When I first met Roderick, I could see that he was in a situation that was causing him a lot of distress and required further investigation. I took the lead on a safeguarding inquiry which involved liaising with the local police force, as well as other professionals involved in Roderick’s care. I was very pleased when the police accepted my recommendations and immediately took greater action to prevent the harassment. This was a huge relief for Roderick, considering it had been going on for a long period of time, and marked the end of a particularly negative chapter in his life.
After that issue was resolved, I continued to visit Roderick, initially providing him with a safe space to discuss and make sense of his experience, and supported him in managing the mixed emotional responses he was feeling towards the individual causing him distress. Coming through the other side of this ordeal, Roderick’s confidence has grown significantly, and, because he no longer spends much of his time consumed by the worry of harassment, he is now motivated to look to the future and focus on his recovery from mental illness.

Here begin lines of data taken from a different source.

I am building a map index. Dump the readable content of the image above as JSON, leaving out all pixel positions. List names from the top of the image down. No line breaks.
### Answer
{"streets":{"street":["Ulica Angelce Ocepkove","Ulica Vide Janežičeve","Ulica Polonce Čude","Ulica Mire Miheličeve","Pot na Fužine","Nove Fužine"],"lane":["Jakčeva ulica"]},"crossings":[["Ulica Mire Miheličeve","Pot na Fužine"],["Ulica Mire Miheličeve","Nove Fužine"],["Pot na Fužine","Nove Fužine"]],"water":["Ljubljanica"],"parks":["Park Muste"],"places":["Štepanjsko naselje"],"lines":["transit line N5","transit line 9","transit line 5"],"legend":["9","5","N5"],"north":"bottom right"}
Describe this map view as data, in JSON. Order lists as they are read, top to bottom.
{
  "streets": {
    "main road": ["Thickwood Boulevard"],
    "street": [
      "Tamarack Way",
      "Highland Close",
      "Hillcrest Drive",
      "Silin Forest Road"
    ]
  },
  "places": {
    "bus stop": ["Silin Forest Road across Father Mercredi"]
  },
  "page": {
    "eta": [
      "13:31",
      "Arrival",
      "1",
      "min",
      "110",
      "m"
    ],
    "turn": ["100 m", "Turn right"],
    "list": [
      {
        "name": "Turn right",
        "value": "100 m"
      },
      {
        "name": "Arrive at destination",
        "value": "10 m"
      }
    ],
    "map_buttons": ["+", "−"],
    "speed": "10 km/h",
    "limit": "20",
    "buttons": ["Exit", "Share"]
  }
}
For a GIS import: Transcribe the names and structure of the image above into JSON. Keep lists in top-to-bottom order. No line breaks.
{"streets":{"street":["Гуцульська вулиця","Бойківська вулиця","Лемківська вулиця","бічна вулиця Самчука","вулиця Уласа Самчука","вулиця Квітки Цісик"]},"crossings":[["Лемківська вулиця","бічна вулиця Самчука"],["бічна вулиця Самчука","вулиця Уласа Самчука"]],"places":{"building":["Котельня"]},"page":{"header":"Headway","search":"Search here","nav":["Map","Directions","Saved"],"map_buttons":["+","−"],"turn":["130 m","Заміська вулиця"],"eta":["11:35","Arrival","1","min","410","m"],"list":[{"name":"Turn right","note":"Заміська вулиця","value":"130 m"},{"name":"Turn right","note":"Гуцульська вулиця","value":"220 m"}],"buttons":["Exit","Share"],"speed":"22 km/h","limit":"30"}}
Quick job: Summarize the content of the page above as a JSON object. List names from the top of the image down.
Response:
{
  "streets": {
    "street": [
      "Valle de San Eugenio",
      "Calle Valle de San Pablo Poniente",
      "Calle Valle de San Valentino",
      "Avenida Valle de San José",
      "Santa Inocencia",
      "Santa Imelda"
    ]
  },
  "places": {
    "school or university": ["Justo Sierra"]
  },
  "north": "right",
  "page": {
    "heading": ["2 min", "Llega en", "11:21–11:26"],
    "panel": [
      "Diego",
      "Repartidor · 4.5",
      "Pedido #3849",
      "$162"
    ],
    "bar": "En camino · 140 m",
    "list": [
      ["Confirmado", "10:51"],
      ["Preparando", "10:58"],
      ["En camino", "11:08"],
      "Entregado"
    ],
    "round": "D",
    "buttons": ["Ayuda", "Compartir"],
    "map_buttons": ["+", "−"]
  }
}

Whilst working with Roderick, I’ve always embraced a person-centred approach: together we identify what his goals and future aspirations are, and develop a plan towards him achieving them. These include him sharing his experiences of schizophrenia and mental health services for the benefit of others, exploring educational opportunities involving holistic approaches to managing his schizophrenia (e.g. nutrition therapy), and accessing the gym in order to take better care of his physical health. Roderick has been working towards these goals really productively and has been using community resources and opportunities effectively in the process, which has made a really noticeable difference in his wellbeing.
In addition to his short term goals, I encourage Roderick to “think big” with what he wants to achieve in the long run. Where Roderick has felt something is unachievable, I have used Cognitive Behavioural Therapy techniques, which enable him to look at the situation from a different perspective and challenge some of his negative thought processes. This approach has been useful in helping him to appreciate his own potential and see that he has the capability to accomplish the things in life he sets out to achieve.
It has been an amazing learning experience working alongside Roderick, and has inspired my practice now I’ve seen first-hand the change that someone experiencing mental illness can make when effectively supported by services.”